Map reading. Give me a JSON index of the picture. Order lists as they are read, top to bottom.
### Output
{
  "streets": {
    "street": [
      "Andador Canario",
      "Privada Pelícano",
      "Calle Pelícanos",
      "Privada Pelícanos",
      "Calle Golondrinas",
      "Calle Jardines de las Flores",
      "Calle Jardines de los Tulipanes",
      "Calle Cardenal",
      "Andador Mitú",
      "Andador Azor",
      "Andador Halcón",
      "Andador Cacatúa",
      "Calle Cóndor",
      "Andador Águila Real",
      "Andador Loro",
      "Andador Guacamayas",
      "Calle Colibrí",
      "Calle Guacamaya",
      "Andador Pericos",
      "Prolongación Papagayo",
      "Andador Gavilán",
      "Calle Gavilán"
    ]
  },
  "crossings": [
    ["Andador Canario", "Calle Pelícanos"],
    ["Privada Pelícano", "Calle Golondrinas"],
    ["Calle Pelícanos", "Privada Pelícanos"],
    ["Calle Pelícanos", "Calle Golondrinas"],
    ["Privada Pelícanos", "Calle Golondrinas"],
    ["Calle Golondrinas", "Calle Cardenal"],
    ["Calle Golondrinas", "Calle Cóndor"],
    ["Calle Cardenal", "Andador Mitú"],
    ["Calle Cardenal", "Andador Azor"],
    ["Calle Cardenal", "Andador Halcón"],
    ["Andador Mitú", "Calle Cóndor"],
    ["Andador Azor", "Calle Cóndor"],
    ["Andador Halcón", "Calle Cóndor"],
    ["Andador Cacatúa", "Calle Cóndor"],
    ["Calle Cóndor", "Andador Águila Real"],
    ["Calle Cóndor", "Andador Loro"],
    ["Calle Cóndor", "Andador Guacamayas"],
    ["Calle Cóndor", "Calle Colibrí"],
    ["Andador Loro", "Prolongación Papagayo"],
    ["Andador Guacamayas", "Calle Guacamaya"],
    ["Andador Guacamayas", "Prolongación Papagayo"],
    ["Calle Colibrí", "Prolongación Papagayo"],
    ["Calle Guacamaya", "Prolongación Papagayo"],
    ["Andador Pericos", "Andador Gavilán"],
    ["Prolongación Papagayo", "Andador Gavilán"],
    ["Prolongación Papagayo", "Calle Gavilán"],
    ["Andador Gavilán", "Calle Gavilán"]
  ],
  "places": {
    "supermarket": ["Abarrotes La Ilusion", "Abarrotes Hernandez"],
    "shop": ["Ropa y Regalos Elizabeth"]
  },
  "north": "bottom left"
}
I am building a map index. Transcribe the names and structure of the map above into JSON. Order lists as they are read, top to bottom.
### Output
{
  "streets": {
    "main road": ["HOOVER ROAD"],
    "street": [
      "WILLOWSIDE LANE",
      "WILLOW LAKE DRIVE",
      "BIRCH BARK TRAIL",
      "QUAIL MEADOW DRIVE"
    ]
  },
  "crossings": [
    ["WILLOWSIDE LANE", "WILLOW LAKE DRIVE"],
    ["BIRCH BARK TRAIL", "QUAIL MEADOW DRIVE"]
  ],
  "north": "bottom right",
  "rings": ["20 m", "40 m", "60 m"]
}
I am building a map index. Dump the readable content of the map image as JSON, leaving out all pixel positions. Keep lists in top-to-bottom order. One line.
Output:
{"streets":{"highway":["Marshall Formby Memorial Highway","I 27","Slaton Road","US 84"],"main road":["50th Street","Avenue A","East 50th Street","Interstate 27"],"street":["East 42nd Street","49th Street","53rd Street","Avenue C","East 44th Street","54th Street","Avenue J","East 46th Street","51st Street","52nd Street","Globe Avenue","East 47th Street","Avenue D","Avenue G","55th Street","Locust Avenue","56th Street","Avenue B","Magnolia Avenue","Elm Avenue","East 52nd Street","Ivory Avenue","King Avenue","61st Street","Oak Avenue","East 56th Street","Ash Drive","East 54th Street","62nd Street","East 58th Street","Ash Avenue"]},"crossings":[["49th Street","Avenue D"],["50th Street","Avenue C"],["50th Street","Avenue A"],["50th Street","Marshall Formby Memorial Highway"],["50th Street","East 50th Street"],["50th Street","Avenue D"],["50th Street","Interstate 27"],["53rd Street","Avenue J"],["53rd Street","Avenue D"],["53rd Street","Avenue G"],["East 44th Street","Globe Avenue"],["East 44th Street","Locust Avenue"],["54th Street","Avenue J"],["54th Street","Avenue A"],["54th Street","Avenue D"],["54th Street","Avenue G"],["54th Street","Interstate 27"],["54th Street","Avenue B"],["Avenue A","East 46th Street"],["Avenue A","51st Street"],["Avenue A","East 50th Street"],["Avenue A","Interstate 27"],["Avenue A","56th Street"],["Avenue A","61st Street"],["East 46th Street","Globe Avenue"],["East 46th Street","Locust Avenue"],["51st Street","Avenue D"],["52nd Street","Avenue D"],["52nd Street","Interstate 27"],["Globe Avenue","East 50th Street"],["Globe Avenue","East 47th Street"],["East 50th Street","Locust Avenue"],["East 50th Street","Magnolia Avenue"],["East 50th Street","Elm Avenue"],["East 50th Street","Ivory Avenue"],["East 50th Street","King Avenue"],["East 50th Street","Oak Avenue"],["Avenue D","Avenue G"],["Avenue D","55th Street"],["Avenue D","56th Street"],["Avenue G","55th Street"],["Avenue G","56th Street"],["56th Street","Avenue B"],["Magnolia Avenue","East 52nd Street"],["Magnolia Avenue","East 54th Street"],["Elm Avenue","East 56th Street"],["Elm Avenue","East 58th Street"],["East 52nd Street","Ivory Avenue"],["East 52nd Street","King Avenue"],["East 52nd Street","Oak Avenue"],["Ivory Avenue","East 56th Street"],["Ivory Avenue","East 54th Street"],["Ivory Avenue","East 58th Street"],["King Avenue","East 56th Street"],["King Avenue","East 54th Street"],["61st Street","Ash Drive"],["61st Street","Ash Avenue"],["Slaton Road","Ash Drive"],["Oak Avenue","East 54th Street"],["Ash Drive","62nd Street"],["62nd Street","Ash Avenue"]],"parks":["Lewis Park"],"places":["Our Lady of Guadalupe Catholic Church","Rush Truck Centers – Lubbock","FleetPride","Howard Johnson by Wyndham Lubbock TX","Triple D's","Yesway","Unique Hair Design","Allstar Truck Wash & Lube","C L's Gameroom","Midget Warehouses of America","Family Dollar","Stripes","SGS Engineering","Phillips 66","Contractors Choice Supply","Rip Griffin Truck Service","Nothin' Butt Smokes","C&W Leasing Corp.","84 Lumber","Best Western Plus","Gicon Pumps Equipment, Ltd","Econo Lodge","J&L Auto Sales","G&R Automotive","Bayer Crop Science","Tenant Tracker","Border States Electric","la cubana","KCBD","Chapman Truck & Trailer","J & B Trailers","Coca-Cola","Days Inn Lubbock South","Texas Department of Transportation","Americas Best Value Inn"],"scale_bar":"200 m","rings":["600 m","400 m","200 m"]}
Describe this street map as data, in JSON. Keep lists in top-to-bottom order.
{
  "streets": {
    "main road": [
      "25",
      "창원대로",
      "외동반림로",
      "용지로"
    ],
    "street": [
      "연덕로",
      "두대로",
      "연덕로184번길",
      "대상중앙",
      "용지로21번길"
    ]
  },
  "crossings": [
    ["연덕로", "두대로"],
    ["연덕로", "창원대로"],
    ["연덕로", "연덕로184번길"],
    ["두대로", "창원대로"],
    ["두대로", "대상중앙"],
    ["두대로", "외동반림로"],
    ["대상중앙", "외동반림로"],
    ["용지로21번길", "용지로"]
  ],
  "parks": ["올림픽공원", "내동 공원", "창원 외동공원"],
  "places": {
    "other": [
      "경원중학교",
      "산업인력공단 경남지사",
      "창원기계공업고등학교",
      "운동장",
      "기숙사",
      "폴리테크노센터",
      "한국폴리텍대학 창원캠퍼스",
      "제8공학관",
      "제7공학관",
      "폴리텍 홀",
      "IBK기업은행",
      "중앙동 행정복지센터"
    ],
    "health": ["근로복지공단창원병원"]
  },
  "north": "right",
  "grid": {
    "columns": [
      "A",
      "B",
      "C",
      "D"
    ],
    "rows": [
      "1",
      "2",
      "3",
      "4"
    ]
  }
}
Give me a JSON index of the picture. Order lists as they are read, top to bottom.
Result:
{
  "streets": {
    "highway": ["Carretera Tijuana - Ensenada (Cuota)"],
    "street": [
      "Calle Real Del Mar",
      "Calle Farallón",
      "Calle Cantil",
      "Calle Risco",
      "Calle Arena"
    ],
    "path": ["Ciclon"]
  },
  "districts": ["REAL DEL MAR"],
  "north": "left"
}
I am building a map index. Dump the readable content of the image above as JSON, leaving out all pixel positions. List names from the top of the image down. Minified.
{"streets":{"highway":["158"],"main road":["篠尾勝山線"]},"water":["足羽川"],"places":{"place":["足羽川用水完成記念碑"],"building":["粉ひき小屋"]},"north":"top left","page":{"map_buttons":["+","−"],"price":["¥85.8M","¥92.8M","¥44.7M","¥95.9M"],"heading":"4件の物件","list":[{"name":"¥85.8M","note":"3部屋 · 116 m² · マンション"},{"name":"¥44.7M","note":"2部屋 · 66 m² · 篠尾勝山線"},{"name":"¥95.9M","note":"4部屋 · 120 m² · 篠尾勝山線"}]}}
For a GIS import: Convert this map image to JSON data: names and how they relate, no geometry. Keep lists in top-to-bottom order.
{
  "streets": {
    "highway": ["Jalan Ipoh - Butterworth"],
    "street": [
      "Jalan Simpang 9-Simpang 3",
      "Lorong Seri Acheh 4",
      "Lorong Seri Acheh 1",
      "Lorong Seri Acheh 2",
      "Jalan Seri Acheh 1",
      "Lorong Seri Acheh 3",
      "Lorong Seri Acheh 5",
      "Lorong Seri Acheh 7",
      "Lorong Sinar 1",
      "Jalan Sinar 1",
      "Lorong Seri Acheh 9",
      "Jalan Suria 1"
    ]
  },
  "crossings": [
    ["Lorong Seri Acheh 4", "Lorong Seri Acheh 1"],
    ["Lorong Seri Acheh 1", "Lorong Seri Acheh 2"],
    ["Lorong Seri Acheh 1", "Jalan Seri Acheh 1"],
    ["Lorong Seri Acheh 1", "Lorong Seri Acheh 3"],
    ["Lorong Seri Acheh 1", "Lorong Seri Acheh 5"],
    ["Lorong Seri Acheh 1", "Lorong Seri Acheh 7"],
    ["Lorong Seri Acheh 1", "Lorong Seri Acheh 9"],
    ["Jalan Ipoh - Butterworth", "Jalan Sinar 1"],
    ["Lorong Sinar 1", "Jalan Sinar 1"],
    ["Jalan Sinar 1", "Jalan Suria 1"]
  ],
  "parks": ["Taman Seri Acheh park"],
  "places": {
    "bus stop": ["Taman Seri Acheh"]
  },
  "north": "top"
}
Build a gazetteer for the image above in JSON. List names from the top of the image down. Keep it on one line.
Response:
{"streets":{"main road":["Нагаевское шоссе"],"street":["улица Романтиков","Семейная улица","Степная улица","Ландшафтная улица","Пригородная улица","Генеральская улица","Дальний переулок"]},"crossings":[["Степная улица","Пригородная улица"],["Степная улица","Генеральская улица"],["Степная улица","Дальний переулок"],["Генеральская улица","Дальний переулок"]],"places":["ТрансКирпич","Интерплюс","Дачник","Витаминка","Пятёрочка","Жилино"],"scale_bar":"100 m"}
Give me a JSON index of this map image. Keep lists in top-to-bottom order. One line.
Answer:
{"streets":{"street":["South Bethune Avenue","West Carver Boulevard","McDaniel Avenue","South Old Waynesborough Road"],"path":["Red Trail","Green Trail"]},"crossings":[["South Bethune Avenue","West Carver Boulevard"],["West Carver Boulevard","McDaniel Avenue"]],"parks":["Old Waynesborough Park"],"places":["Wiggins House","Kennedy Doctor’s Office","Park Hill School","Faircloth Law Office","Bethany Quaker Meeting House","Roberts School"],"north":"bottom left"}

_EXERCISE GOAL_
Repeat word for word the lines above that run from the line containing "Build a gazetteer" through the line containing "Give me a JSON index of this", both ends included, and nothing else.

_ANSWER TO THIS EXERCISE_
Build a gazetteer for the image above in JSON. List names from the top of the image down. Keep it on one line.
Response:
{"streets":{"main road":["Нагаевское шоссе"],"street":["улица Романтиков","Семейная улица","Степная улица","Ландшафтная улица","Пригородная улица","Генеральская улица","Дальний переулок"]},"crossings":[["Степная улица","Пригородная улица"],["Степная улица","Генеральская улица"],["Степная улица","Дальний переулок"],["Генеральская улица","Дальний переулок"]],"places":["ТрансКирпич","Интерплюс","Дачник","Витаминка","Пятёрочка","Жилино"],"scale_bar":"100 m"}
Give me a JSON index of this map image. Keep lists in top-to-bottom order. One line.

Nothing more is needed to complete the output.